Em setembro de 1976 fui surpreendido com um pedido inusitado de minha avó Verena Deschamps (nata Zimmermann), já então com 91 anos de idade, solicitando meus préstimos, para que lhe conseguisse uma certidão de óbito de seu esposo Carlos Antônio Deschamps (meu avô), para fins de prova em requerimento de pedido de aposentadoria que pleiteara junto ao Instituto Nacional de Previdência Social (INPS).

A tarefa me dada seria simples, não fosse o fato de o Cartório de Registro Civil de Gaspar alegar não poder fornecer a referida certidão em razão de ter sido extraviado o Livro no 3, de Registro de Óbitos. Assim, tive que pleitear, como advogado, através de ação própria (Justificação Judicial), novo assentamento de óbito do meu avô, a qual elaborei em 22.10.1976 e protocolei em 25.10.1976 no Juízo de Direito da Comarca de Gaspar. Processada a ação, determinou o MM. Juiz Eleazar M. Nascimento que o Senhor Oficial do Registro Civil da Comarca de Gaspar promovesse o assentamento requerido. Feito o assentamento foi, então, obtida a Certidão de Óbito que interessava a minha avó.

Esse fato aparentemente não teria maiores conseqüências, já  que o objetivo pretendido tinha sido alcançado. Mas, na realidade ele serviu como ponto deflagrador do meu interesse em conhecer a genealogia de minha família e, num campo mais amplo, de toda a família Deschamps, desde a sua chegada da Europa para o Brasil. Contudo, embora esse interesse houvesse sido despertado, de pronto não tomei qualquer iniciativa para desenvolvê-lo.

Posteriormente, no final do ano de 1977 chegaram as minhas mãos exemplares da revista Blumenau em Cadernos, editada mensalmente pela Fundação Casa Dr. Blumenau, mantida pela Prefeitura Municipal de Blumenau, nos quais, nos meses de setembro a dezembro de 1977 (nos. 9 a 11), se encontravam artigos publicados sob o título “Genealogia – Colonizadores do Vale do Itajaí – Família Deschamps”, de autoria do Senhor Jean R. Rul.

Ao mesmo tempo em que os artigos me despertavam novo e especial interesse, em face da vinculação de meu sobrenome, fiquei assaz surpreso por ver alguém, totalmente estranho à família Deschamps, dedicar-se a uma pesquisa de tal monta e sem nenhuma razão aparente, a não ser a de estudioso do assunto abordado.

De qualquer maneira, esperei com ansiedade as publicações do Blumenau em Cadernos, do  início do ano seguinte para acompanhar a conclusão do trabalho do autor.
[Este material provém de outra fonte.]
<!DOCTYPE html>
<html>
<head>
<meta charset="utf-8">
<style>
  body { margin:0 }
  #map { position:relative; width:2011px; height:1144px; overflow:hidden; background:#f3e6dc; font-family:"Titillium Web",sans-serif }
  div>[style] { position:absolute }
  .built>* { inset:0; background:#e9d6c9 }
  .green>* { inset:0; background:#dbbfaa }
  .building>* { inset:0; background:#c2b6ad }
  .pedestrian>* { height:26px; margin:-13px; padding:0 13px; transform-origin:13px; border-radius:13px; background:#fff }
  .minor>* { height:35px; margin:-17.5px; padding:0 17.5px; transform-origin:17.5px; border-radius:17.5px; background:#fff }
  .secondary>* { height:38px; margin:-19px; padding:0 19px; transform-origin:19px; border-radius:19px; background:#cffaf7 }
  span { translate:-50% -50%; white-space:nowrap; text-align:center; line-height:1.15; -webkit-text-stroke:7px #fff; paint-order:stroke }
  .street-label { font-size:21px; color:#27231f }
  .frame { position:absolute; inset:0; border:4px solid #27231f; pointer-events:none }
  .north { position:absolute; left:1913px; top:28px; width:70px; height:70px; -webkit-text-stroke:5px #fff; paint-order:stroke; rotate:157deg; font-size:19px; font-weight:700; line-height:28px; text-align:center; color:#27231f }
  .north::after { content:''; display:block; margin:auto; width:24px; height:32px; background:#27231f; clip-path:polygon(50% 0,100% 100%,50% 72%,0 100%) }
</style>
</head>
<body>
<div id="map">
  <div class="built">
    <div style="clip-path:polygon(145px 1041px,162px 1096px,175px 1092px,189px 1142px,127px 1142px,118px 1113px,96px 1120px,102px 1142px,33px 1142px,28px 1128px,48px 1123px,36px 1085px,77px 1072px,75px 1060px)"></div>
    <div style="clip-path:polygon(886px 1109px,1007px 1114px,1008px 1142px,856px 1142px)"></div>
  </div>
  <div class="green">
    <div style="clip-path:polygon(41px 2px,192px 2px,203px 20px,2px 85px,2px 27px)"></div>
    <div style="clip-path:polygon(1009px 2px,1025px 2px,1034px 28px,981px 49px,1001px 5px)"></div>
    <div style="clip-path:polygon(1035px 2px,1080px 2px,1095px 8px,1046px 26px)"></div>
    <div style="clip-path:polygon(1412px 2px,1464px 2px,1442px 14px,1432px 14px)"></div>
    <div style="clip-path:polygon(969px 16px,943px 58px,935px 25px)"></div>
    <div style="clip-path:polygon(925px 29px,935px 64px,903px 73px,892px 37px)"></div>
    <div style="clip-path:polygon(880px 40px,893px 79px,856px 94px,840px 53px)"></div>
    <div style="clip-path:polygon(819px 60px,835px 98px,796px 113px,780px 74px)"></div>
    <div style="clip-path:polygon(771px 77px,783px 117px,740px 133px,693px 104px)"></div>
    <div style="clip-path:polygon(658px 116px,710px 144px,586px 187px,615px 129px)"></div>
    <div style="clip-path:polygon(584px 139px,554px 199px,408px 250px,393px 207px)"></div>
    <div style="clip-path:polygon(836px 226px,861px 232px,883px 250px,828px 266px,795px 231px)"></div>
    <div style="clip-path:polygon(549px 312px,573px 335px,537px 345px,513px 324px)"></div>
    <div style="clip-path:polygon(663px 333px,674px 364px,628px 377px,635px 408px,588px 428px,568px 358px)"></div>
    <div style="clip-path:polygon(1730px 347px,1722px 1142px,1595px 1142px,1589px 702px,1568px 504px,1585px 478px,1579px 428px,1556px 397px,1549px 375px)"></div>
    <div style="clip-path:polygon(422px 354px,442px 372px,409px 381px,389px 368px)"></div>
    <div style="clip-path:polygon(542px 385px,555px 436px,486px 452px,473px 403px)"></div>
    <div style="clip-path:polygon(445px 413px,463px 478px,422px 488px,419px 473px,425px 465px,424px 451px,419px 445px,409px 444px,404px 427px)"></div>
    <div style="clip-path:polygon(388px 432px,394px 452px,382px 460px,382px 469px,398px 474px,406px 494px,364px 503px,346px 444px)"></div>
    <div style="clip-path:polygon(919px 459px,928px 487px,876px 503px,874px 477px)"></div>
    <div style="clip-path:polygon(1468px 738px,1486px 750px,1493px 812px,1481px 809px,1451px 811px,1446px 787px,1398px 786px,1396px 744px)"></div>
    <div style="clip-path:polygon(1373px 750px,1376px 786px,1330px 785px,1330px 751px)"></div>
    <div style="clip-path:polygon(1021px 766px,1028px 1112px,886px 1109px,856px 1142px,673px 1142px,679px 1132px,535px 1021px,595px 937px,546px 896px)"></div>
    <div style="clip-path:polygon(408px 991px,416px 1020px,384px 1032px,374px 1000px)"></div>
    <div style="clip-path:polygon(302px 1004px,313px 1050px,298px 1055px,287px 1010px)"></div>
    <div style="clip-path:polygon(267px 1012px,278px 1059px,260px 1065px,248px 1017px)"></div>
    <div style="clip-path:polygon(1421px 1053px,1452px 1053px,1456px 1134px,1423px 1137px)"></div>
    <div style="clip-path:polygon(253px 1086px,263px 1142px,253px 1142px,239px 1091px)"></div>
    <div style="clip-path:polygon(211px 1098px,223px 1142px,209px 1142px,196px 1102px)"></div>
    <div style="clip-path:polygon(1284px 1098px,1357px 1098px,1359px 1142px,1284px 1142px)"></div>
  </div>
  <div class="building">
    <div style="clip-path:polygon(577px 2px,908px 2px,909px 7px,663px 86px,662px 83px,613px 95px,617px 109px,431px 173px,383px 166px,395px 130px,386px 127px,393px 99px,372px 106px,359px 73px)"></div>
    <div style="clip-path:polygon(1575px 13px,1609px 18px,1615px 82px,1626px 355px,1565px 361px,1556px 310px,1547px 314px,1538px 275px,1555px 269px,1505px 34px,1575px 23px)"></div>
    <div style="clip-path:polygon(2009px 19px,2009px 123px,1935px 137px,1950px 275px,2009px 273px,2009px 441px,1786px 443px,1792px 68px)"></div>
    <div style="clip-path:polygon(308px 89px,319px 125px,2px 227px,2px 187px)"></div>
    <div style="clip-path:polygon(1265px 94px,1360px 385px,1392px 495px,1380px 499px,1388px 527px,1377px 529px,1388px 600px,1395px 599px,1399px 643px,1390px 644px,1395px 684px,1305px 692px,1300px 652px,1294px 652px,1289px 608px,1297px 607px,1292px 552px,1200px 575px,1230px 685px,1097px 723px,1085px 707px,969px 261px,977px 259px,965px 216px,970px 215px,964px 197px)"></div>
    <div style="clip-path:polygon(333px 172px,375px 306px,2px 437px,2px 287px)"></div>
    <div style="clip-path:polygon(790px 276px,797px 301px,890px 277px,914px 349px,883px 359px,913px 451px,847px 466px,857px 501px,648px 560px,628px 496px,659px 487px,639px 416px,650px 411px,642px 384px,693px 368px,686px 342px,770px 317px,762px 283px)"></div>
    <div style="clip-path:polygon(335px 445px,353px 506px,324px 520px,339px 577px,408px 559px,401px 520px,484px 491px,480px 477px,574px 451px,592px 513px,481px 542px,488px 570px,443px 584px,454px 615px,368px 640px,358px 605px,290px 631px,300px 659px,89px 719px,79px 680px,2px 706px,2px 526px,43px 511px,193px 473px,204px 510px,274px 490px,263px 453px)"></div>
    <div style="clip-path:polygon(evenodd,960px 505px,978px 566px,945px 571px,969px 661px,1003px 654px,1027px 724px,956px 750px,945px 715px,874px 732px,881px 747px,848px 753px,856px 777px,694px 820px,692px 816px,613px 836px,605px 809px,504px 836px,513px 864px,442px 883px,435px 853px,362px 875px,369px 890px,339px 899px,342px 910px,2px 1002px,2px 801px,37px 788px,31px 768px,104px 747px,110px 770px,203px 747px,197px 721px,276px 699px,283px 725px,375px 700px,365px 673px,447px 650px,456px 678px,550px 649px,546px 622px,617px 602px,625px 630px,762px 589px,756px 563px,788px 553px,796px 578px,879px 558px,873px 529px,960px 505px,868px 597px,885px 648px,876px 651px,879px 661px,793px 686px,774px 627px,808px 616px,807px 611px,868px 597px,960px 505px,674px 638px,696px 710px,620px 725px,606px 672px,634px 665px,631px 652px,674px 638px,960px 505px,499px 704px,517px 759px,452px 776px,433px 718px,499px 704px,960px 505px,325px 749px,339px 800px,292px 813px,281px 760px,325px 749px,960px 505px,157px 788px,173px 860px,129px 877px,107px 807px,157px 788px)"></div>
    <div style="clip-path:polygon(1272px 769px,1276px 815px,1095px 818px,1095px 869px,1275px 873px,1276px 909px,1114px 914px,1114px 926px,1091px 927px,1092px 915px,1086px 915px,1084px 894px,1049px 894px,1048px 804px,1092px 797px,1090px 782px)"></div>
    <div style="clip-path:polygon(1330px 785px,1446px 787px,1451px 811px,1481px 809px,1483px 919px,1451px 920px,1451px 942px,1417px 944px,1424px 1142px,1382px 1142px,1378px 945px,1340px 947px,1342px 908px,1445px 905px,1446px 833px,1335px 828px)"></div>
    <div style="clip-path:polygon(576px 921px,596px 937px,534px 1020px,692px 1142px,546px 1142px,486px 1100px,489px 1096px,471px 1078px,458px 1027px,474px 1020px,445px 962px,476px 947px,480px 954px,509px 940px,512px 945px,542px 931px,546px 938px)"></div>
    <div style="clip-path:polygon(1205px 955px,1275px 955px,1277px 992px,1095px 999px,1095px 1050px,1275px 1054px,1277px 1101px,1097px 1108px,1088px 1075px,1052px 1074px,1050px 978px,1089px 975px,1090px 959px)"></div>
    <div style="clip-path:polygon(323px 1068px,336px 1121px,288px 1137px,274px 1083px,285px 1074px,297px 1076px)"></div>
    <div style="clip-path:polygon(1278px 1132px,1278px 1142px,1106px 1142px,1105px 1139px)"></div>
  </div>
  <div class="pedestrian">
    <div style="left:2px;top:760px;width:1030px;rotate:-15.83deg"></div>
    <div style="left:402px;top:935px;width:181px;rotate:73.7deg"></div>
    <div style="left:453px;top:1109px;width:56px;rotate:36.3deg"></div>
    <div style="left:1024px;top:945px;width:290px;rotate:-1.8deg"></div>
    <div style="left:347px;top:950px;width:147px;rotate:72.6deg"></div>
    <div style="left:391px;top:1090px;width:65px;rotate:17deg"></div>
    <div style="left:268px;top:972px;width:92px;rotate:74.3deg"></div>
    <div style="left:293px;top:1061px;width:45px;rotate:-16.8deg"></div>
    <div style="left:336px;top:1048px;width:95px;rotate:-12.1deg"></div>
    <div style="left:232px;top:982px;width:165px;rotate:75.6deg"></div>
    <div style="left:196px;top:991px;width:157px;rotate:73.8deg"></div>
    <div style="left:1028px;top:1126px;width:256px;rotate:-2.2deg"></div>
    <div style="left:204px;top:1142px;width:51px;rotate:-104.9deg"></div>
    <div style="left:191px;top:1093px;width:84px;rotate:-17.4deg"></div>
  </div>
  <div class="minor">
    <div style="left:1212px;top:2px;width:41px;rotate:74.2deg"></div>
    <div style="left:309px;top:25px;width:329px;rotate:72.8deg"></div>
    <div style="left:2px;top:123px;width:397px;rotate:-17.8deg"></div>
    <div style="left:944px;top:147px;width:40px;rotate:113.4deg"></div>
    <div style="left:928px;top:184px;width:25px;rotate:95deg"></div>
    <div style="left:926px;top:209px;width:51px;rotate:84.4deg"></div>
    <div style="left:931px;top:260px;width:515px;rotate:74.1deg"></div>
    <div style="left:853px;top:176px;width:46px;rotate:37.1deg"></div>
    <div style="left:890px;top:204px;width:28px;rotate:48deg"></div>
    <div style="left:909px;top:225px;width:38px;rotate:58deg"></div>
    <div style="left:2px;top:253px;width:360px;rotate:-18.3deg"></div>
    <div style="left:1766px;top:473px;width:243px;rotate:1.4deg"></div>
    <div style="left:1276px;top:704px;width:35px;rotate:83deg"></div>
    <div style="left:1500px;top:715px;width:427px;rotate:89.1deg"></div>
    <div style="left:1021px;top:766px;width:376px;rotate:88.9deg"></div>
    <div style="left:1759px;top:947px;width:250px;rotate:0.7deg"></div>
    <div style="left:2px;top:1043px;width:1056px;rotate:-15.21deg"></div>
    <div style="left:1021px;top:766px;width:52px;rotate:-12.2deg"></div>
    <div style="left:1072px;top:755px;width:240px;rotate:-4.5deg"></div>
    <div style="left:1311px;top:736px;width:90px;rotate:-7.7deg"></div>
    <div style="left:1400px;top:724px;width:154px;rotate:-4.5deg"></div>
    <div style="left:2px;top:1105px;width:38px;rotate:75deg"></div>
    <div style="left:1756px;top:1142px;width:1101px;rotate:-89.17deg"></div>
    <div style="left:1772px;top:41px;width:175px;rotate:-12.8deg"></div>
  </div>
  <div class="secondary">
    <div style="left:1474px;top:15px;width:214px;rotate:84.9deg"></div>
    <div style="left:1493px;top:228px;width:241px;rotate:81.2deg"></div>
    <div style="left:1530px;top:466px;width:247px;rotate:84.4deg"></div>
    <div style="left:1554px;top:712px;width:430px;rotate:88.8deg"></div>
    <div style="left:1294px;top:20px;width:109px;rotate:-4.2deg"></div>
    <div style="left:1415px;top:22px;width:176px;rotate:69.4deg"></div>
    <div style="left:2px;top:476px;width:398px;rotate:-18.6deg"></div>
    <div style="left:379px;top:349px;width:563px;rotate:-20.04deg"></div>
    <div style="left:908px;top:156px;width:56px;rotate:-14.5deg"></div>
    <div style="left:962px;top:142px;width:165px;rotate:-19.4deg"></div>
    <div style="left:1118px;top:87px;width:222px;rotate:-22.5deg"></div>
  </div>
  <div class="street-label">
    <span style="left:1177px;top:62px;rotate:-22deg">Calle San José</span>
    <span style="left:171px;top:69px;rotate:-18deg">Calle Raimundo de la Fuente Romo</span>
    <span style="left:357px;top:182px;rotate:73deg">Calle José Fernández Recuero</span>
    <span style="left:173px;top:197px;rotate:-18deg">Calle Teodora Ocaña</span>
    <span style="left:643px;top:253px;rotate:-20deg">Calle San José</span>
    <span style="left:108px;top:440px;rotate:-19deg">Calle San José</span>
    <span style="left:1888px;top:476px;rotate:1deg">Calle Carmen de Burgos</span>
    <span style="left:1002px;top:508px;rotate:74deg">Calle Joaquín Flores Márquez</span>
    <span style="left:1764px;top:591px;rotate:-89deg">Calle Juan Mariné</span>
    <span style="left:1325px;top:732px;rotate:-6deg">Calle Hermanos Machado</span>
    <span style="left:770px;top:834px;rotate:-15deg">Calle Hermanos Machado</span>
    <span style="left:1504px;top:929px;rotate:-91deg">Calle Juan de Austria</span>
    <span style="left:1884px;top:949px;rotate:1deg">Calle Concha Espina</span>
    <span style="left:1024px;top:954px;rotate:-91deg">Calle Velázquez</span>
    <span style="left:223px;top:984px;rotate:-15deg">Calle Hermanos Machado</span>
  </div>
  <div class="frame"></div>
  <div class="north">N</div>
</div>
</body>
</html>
Essa ansiedade e esse interesse decorriam especialmente do fato de que aquilo que, até então, tinha sido publicado tinha exatamente terminado na genealogia do então presumido 6º (sexto) filho do Patriarca da Família Nicolas (Nikolaus) Deschamps, sendo que por ordem de seqüência deveria ter continuidade com o seu 7º (sétimo) filho, Antônio Deschamps, que para mim tinha particular interesse, já  que se tratava de meu bisavô.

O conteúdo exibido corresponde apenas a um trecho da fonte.